Uma vez um garoto tentou me trancar no almoxarifado, não fosse uma garota der aparecido ele teria feito. Outra vez ficaram rindo de mim no ônibus, do meu lado. E alguém me empurrou enquanto usava uma máquina de corte. Ainda bem que, um dos meus únicos amigos lá me salvou.

 Quando as ofensas eram pequenas eu perdoava e dizia que provavelmente a culpa era minha, e isso continuou mesmo elas evoluindo.

 Eu ia muito ao banheiro, pra chorar e ficar longe de todo mundo. Enquanto isso aquela doença que eu ainda não conhecia ia fritando meu cérebro.

 No ultimo semestre eu faltava muito, ficava passeando de ônibus e matando aula.

 Até que um belo dia ligaram em casa.

 Meus pais como "bons pais" me deram um esporro e disseram que "estava desperdiçando minha vida" que "o curso é uma oportunidade unica".

 Ouvi o mesmo da cordeadora. Que devia tentar terminar o curso, que todos passam dificuldade. Mesmo sabendo que eu me medicava.

 Anos depois descobri que era quase que proibido dirigir ou operar maquinas sob efeito desses remédios. Eu já conhecia os riscos de quase der morrido por conta do sono enquanto operava uma serra de fita.

 Mas ela não falava em segurança. Ela falava em quando a instituição havia gasto com a minha bolsa.

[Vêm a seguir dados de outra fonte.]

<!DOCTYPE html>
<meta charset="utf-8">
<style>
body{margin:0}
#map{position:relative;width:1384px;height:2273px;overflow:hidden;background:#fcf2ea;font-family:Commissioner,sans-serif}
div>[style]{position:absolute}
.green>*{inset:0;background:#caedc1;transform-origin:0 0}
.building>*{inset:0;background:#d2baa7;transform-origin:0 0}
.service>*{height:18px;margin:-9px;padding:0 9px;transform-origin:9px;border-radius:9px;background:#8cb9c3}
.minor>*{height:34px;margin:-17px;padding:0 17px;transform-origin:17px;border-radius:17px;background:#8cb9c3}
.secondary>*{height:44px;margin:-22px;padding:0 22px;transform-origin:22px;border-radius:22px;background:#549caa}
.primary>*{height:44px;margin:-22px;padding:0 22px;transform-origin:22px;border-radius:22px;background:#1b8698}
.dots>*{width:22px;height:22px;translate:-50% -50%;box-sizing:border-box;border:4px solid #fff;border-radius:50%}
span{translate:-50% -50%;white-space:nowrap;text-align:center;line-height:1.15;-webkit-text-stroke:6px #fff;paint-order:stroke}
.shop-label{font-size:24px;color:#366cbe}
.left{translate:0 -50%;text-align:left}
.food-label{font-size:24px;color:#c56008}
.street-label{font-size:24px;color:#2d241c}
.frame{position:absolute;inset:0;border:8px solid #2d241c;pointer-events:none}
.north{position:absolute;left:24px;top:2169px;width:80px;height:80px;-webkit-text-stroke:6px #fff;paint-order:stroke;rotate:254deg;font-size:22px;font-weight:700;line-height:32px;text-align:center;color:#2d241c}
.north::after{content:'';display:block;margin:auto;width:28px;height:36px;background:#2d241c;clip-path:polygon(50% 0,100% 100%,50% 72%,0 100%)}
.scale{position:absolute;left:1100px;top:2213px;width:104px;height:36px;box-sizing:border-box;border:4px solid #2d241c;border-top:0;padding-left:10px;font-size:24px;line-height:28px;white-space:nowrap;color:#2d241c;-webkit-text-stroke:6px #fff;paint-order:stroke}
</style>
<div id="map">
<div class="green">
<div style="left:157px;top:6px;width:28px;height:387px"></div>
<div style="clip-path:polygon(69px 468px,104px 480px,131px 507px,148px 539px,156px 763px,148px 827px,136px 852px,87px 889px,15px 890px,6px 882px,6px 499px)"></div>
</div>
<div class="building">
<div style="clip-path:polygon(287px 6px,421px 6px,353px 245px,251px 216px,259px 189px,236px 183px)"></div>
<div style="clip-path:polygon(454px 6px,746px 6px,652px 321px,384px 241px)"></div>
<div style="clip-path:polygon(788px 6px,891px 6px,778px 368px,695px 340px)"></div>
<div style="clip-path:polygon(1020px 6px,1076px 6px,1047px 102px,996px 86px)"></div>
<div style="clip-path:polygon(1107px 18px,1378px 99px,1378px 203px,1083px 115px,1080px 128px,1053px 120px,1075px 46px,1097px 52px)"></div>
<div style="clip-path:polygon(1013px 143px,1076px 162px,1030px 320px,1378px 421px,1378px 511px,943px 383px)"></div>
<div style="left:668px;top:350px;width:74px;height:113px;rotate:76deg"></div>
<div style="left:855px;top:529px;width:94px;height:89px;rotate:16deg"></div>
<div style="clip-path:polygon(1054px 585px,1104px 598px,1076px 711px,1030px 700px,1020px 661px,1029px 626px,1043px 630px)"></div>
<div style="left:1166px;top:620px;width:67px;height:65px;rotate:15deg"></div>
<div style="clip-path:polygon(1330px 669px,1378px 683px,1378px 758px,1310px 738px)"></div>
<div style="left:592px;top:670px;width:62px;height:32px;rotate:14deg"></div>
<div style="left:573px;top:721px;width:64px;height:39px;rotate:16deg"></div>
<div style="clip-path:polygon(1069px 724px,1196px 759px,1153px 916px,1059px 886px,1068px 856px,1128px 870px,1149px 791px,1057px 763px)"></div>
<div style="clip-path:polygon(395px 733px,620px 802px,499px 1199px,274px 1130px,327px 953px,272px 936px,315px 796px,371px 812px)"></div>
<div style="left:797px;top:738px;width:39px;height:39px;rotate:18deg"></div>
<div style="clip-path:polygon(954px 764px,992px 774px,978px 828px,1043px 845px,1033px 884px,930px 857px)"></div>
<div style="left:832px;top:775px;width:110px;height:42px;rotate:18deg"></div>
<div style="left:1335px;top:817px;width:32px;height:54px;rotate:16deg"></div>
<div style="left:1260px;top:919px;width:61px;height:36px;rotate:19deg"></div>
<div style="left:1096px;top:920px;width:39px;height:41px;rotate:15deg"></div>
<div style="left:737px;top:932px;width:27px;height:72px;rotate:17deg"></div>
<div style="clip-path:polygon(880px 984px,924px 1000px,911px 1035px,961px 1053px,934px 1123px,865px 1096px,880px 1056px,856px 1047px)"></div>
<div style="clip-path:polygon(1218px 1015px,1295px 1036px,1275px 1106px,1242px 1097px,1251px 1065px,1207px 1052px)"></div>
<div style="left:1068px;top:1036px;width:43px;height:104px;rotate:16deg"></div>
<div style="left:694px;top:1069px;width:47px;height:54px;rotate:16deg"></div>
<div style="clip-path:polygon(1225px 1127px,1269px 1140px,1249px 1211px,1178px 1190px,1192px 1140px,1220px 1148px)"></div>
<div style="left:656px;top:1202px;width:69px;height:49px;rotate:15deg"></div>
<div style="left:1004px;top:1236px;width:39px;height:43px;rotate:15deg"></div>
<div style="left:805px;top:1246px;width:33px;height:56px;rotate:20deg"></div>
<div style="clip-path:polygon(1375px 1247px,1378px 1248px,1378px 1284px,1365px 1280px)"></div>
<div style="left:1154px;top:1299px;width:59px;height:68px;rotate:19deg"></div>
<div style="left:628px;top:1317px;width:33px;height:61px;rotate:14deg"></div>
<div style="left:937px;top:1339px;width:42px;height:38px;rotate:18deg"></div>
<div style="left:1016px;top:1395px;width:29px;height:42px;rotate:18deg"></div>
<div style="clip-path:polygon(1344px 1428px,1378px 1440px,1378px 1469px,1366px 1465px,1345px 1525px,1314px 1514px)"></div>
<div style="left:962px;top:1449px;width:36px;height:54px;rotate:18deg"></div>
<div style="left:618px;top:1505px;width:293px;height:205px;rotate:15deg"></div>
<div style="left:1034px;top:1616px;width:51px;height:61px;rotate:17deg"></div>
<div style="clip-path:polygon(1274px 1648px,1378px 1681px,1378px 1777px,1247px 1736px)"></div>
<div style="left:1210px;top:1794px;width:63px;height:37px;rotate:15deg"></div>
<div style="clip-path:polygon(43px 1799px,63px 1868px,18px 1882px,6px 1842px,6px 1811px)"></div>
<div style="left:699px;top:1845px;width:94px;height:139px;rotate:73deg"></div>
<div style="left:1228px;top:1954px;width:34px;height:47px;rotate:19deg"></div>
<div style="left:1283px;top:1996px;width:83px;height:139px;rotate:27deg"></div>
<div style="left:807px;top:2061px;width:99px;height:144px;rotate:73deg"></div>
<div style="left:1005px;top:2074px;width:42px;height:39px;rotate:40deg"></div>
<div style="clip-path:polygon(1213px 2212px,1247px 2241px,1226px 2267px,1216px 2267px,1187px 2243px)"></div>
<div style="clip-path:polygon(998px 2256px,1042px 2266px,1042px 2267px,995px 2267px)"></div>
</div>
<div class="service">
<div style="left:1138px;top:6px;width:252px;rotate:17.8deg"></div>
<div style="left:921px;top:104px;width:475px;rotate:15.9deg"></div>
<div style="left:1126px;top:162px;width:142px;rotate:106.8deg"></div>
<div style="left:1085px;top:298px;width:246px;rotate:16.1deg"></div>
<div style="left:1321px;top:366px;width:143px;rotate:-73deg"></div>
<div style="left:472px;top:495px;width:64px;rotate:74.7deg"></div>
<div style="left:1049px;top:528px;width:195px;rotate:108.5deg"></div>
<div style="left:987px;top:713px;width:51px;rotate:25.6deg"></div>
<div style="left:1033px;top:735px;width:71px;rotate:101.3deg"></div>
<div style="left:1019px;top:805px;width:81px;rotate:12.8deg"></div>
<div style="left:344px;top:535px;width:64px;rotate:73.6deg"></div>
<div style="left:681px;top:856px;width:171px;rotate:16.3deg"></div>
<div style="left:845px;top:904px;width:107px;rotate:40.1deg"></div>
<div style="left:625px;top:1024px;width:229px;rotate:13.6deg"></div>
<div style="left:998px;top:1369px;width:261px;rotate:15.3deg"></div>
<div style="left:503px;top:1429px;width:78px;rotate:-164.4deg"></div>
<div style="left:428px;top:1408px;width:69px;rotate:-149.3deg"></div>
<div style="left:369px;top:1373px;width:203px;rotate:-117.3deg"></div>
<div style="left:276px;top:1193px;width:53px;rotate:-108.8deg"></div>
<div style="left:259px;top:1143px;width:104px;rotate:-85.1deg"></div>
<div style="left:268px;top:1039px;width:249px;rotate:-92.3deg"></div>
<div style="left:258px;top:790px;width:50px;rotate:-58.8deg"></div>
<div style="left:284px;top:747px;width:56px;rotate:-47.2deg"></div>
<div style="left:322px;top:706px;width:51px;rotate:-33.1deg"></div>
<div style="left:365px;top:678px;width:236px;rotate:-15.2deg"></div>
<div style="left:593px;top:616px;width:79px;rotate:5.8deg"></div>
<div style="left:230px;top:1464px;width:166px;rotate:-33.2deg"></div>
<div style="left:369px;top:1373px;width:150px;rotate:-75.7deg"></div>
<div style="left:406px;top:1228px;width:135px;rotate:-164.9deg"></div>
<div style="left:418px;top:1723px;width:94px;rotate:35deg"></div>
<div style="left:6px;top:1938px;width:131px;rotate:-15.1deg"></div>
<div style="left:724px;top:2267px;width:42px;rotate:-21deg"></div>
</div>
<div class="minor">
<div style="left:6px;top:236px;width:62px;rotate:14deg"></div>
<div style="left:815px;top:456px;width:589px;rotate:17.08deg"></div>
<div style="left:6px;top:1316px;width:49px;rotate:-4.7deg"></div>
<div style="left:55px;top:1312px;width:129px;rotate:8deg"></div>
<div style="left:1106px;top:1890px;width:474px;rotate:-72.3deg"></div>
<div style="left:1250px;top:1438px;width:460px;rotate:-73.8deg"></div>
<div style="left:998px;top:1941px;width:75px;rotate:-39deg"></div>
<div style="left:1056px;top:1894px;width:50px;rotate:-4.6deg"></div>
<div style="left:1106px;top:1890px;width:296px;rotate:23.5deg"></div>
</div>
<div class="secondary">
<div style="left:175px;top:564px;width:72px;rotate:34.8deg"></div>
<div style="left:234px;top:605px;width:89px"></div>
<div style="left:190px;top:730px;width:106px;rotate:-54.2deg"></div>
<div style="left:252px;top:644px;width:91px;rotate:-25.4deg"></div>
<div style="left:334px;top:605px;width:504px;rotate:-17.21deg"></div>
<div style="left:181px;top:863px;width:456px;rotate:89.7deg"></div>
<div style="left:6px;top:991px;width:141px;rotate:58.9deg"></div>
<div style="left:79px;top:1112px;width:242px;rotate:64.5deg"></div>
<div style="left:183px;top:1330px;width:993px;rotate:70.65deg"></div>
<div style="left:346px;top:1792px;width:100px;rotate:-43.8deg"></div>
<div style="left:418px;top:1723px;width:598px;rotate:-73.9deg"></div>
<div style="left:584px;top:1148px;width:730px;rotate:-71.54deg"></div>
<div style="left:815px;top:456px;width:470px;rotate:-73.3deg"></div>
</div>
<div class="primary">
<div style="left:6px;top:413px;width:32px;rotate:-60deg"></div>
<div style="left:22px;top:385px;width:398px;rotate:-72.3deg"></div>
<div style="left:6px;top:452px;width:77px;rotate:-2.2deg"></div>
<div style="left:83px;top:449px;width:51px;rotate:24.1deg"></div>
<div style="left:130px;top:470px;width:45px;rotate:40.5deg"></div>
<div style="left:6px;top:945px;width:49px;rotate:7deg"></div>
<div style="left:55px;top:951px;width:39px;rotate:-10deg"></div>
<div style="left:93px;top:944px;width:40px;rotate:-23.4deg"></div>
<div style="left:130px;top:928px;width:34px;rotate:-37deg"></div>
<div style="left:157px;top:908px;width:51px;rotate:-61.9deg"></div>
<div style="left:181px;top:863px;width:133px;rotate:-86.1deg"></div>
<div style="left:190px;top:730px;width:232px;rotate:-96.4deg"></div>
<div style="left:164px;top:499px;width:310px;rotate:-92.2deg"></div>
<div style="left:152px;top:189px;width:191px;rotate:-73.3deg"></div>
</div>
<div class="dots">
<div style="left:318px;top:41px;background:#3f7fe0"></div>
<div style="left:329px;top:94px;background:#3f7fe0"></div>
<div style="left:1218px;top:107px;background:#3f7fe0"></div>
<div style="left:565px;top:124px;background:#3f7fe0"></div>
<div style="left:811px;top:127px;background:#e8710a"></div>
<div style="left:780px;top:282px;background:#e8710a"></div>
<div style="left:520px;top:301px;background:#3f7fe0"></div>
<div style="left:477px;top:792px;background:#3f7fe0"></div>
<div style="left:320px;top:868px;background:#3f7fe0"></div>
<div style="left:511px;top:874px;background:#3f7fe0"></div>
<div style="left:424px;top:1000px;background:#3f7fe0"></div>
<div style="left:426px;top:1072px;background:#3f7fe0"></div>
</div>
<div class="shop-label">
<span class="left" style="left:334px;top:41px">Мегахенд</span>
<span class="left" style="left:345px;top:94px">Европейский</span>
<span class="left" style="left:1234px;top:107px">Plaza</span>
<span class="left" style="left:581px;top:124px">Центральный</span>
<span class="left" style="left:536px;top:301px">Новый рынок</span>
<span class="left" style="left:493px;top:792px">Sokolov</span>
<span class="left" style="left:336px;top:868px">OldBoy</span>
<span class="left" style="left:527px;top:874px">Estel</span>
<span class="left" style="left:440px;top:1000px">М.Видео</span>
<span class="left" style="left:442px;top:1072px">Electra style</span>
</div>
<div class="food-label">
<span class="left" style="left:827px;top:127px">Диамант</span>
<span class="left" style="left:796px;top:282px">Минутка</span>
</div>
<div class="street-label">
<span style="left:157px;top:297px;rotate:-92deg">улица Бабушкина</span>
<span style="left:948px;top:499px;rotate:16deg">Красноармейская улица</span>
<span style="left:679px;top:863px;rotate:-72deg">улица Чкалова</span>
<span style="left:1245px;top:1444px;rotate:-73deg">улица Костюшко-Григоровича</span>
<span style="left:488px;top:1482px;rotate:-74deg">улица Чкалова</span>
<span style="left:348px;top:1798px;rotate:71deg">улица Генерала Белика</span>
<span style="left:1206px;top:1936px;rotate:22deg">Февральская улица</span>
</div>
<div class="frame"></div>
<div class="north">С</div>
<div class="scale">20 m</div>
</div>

 Quando me formei fui a única a não sorrir nas fotos, se sorri em alguma foi de saber que nunca mais colocaria os pés lá.

 A unica coisa boa foi que agora reconheço um babaca a 5km de distância e que conheci um dos meus melhores amigos matando aula num ônibus.




 Esse tipo de amizade é como uma virgem caprichosa. Suas virtudes externas atraem o pobre unicórnio, para que o caçador o ceife. Seja amigo das rameiras, mas não seja tolo como o unicórnio.